(Beginning of DATA FOR THIS TASK)

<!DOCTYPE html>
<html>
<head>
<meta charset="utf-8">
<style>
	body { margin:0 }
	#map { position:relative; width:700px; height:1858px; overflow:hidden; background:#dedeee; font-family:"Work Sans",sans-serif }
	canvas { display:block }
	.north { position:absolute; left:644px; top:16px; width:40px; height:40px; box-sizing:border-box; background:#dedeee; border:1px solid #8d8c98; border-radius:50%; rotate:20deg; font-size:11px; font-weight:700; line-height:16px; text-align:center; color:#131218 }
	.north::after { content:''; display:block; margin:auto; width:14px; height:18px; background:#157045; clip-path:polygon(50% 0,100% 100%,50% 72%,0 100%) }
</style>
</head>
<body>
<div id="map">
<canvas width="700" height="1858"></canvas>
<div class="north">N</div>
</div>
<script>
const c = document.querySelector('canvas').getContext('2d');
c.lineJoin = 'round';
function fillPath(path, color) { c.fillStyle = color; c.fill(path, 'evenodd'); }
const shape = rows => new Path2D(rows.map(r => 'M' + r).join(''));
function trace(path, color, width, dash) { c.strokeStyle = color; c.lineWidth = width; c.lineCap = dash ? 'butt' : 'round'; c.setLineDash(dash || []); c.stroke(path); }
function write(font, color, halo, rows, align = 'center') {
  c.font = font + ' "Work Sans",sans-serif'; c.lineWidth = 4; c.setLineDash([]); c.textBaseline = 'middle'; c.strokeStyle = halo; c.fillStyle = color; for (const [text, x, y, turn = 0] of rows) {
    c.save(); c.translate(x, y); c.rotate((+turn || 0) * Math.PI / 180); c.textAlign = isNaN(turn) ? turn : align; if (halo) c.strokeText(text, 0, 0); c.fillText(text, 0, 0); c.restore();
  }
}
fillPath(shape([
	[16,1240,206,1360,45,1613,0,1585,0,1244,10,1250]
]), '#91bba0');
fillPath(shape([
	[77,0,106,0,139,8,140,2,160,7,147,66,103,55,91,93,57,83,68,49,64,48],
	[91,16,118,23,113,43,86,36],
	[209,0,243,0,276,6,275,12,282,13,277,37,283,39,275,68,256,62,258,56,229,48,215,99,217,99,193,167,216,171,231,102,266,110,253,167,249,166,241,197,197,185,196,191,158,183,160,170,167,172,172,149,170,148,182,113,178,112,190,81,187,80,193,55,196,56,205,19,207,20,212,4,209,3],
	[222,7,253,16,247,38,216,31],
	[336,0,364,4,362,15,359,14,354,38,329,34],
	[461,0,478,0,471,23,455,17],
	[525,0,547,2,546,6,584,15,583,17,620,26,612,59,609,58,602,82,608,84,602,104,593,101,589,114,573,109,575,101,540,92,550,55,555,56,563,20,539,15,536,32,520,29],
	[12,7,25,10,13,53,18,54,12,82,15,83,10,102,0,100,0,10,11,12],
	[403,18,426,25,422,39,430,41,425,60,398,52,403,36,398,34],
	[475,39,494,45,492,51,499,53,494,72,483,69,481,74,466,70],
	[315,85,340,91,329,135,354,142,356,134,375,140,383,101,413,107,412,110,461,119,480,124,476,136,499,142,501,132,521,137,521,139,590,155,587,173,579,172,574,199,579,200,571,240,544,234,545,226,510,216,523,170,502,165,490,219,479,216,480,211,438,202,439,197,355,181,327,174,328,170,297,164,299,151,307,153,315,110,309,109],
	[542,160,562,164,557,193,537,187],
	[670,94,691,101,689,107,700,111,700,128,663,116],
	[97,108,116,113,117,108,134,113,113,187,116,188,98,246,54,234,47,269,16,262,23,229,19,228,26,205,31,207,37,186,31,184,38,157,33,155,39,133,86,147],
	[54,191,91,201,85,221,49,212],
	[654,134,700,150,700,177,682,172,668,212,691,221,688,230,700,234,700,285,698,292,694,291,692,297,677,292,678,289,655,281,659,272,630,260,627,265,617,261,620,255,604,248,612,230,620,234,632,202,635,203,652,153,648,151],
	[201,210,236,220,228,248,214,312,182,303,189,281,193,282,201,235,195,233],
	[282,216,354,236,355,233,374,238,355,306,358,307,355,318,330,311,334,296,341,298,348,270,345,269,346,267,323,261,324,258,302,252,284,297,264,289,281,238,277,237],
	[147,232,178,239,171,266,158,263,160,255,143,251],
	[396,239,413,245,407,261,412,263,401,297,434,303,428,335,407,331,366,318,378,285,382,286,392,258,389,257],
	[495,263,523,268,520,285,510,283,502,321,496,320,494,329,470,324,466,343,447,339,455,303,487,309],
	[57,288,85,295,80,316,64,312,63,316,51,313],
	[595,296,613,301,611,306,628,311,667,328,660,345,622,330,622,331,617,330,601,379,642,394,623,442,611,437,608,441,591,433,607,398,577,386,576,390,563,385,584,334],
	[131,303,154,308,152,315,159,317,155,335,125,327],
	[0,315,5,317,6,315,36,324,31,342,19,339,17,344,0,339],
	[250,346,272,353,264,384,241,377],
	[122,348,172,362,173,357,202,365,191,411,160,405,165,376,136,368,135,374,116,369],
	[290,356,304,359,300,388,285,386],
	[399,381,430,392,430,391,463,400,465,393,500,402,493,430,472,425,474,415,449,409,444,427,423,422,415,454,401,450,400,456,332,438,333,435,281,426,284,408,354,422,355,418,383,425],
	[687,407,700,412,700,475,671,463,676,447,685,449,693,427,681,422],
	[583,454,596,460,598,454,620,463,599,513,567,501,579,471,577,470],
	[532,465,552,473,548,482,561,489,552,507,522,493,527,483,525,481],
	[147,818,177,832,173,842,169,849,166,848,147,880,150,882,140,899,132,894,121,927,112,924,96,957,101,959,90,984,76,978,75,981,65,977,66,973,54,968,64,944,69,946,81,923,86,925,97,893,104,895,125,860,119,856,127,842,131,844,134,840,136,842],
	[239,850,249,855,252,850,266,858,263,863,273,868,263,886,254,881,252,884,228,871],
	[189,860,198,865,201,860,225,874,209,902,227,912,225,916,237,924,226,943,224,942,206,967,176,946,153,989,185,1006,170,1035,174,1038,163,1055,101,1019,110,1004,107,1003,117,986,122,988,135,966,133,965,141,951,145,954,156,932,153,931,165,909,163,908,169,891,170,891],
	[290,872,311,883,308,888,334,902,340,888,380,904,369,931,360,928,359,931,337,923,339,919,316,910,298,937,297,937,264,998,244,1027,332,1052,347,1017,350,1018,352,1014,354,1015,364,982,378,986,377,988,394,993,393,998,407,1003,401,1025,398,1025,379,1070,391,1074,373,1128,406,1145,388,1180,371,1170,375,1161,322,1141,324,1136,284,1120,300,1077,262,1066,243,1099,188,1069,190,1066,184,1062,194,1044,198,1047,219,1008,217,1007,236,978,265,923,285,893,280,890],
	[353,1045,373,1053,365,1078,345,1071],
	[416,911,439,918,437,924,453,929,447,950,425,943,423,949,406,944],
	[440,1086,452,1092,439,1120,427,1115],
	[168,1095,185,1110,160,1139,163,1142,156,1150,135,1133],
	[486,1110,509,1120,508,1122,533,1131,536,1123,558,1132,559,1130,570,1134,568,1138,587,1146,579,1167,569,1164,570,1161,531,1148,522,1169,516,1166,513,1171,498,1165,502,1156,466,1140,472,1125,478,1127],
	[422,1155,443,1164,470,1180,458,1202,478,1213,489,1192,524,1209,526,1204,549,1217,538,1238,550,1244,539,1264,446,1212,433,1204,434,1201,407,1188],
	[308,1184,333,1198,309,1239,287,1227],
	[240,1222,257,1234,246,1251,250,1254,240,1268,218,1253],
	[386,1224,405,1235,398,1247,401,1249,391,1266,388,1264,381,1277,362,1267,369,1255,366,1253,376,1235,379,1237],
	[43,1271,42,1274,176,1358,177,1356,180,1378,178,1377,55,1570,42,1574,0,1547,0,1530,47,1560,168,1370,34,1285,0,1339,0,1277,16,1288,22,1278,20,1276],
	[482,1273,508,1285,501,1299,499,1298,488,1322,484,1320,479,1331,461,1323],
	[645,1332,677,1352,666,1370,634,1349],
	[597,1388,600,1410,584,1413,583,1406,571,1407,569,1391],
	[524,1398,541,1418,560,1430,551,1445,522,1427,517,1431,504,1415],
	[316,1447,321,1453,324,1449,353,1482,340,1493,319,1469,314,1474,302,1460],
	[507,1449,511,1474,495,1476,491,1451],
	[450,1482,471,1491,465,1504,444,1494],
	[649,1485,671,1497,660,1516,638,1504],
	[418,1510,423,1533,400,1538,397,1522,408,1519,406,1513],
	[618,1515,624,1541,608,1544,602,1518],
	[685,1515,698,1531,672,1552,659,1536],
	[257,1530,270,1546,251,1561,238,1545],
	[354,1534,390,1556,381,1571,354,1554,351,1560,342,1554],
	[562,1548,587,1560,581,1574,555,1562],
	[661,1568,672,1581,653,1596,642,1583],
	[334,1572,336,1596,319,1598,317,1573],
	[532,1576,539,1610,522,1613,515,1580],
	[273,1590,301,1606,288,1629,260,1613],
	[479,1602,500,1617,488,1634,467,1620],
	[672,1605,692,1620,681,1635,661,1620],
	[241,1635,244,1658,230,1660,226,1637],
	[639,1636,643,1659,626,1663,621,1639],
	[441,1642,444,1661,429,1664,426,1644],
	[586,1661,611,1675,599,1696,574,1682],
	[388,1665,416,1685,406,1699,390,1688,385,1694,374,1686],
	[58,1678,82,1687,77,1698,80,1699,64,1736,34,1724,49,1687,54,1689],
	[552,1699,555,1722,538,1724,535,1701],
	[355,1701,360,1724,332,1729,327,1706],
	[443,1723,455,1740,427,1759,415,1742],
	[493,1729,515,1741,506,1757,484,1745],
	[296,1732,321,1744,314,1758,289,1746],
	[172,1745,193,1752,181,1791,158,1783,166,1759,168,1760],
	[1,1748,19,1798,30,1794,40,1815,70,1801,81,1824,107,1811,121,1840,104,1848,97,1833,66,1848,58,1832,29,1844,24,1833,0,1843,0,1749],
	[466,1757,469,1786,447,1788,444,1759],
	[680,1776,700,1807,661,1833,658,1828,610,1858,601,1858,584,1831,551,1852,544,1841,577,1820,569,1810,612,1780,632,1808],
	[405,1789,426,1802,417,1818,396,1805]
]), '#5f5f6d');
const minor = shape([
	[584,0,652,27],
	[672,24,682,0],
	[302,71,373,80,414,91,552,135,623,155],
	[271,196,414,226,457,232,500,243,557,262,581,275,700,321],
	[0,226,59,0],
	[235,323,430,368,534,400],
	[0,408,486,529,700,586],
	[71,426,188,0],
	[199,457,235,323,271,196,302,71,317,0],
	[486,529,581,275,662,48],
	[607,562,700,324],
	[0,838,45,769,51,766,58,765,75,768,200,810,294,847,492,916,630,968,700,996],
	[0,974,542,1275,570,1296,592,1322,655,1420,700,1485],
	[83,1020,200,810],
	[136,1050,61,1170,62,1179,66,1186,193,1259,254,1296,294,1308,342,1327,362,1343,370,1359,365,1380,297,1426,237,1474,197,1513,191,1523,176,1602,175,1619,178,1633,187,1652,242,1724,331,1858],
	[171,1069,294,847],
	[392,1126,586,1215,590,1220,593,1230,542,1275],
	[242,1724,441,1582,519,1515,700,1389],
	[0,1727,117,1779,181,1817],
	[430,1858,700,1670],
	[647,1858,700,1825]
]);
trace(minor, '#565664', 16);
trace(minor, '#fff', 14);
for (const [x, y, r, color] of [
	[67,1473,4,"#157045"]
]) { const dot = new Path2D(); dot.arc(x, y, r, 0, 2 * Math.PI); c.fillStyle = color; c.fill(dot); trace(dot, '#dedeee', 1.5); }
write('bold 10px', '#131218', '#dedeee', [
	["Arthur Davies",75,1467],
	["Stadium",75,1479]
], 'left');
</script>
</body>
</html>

(End of DATA FOR THIS TASK)

PROBLEM TO WORK ON
There is a line with "position:absolute; left:644px; top:16px;" and a line with "[16,1240,206,1360,45,1613,0,1585,0,1244,10,1250]" above. Copy exactly those two lines and all lines between them, with nothing else.

EXERCISE OUTPUT
	.north { position:absolute; left:644px; top:16px; width:40px; height:40px; box-sizing:border-box; background:#dedeee; border:1px solid #8d8c98; border-radius:50%; rotate:20deg; font-size:11px; font-weight:700; line-height:16px; text-align:center; color:#131218 }
	.north::after { content:''; display:block; margin:auto; width:14px; height:18px; background:#157045; clip-path:polygon(50% 0,100% 100%,50% 72%,0 100%) }
</style>
</head>
<body>
<div id="map">
<canvas width="700" height="1858"></canvas>
<div class="north">N</div>
</div>
<script>
const c = document.querySelector('canvas').getContext('2d');
c.lineJoin = 'round';
function fillPath(path, color) { c.fillStyle = color; c.fill(path, 'evenodd'); }
const shape = rows => new Path2D(rows.map(r => 'M' + r).join(''));
function trace(path, color, width, dash) { c.strokeStyle = color; c.lineWidth = width; c.lineCap = dash ? 'butt' : 'round'; c.setLineDash(dash || []); c.stroke(path); }
function write(font, color, halo, rows, align = 'center') {
  c.font = font + ' "Work Sans",sans-serif'; c.lineWidth = 4; c.setLineDash([]); c.textBaseline = 'middle'; c.strokeStyle = halo; c.fillStyle = color; for (const [text, x, y, turn = 0] of rows) {
    c.save(); c.translate(x, y); c.rotate((+turn || 0) * Math.PI / 180); c.textAlign = isNaN(turn) ? turn : align; if (halo) c.strokeText(text, 0, 0); c.fillText(text, 0, 0); c.restore();
  }
}
fillPath(shape([
	[16,1240,206,1360,45,1613,0,1585,0,1244,10,1250]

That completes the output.